Need advice about son who acts immature 24/7

megan1969

New member
Hi all. I was hoping you could give me (mid-thirties dad of 4 kids, 2 of them teens) some ideas on how to handle my son’s unique personality. He just turned 15. He acts incredibly immature almost 24/7 and it always causes fights amongst all our kids (him and 3 daughters) or between him and us parents. Things like physical pushing, pinching, hitting towards his sisters if they annoy him, throwing things at his sisters all day long, having tantrums if he doesn’t get his way, always looking to push buttons to annoy us (legitimately he tries to annoy us) etc. It may sound silly but it’s truly toxic because my wife and girls can’t just ignore him. They feed into the attention and scream, most of the time just to get attention but sometimes actually out of pain. And at that point we usually just tell him “Billy stop doing that or we’re going to take away X (money, video game, mobile phone, etc)”. which has almost zero affect because we rarely follow through on those things. I know we aren’t doing the right thing here, so I’m wondering if you can share any ideas that could be a better response to coach him into more mature behavior. Any ideas or help is appreciated.
 
@megan1969 “Say what you mean.
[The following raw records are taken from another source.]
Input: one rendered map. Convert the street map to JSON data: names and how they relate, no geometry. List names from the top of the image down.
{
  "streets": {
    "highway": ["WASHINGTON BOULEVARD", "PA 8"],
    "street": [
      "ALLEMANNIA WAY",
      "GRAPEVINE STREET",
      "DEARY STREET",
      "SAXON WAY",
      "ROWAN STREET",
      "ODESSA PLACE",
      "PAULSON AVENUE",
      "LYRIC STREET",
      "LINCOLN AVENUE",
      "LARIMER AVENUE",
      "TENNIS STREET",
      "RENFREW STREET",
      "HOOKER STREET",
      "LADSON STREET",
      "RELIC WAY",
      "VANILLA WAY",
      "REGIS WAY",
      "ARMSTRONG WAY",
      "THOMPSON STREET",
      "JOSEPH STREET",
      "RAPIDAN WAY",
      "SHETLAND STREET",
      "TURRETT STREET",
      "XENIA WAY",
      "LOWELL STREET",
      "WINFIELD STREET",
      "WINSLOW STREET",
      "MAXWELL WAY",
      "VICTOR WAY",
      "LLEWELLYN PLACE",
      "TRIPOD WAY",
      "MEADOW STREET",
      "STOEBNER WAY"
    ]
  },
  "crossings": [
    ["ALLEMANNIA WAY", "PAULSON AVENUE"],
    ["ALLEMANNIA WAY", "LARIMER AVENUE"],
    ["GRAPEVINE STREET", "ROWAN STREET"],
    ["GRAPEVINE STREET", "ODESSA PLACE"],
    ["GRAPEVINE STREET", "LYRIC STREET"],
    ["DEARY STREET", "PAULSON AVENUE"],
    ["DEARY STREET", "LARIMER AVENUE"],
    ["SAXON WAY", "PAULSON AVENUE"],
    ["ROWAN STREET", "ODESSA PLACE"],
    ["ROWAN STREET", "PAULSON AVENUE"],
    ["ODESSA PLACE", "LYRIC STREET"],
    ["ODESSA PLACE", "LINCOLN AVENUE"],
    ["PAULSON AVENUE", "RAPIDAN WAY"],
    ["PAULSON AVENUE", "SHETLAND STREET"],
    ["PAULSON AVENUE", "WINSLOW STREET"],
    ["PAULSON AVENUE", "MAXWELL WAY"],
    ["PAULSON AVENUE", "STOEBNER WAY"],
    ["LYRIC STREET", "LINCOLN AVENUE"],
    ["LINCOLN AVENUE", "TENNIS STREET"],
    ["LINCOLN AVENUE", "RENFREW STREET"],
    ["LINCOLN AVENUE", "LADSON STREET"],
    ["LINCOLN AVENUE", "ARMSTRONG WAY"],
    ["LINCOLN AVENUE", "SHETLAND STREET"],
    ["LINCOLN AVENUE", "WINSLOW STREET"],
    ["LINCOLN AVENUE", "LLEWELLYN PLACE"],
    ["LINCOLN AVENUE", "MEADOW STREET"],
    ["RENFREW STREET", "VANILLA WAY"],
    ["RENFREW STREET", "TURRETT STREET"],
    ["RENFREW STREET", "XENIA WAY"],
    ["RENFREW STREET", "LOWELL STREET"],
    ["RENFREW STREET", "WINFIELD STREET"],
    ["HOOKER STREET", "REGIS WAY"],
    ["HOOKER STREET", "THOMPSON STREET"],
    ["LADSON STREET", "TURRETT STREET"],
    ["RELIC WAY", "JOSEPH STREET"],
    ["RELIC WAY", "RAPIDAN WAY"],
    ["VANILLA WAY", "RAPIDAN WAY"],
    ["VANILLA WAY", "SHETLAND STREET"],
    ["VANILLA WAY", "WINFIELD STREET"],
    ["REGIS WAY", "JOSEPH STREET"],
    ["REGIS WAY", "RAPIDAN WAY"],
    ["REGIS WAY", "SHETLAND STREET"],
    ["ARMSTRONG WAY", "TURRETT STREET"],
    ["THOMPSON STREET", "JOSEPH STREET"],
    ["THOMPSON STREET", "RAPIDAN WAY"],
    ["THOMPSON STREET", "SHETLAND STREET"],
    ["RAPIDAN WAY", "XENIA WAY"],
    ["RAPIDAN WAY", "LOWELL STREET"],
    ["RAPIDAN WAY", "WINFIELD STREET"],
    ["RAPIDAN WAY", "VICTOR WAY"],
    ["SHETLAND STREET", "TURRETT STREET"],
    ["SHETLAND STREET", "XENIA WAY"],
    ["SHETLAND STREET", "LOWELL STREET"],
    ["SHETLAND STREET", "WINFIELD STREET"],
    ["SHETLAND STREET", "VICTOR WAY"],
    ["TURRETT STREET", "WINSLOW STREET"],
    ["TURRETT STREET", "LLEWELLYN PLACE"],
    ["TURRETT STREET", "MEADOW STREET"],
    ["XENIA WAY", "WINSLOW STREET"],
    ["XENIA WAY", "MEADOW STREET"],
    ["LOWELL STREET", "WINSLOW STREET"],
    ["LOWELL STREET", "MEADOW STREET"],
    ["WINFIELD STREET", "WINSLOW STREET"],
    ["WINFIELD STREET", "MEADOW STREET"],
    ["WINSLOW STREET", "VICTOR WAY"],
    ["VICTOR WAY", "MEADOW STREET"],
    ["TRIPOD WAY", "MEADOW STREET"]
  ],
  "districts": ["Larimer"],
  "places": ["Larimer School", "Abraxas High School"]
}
Mean what you say.” is the best advice I got from many books I read on raising defiant kids. “How to talk to kids so they listen, and listen so they talk” is a great book. “Love and Logic for Teenagers” is also a great resource. Point system while cumbersome to plan, adjust, and execute, worked wonders for us. Lastly, consult a medical professional about possible mental health conditions like adhd or odd.
 
@katrina2017 My thoughts were similar and those two books are great! The teens behavior is described here as immature. I’m a Montessori preschool teacher and we call that behavior poor impulse control. Children, with guidance and firm and consistent boundaries, tend to grow out of that behavior (they naturally and logically get to the point where they can choose NOT to follow the impulse) UNLESS they are later found to be ADHD. A person with adhd is just being themselves, although that’s so hard for us to understand (or tolerate!) sometimes. It can definitely feel like the sons behavior is directly AT YOU, but I suspect he isn’t. If his impulse control at 15 is so limited that he literally CANNOT be his best self, some diet changes and possibly meds can flip the switch and help.
 
@latenighttrain Thanks. My youngest (now 8 y/o) has actually been in Montessori for her whole education so this makes sense although she is very similar to our oldest in terms of over-the-top reactions to things like screaming at the top of her lungs if anyone bugs her. I feel like there might be a little bit of ADHD at play (doctor said he was borderline a long time ago). But I hope its something we can train them out of through practice and perseverance.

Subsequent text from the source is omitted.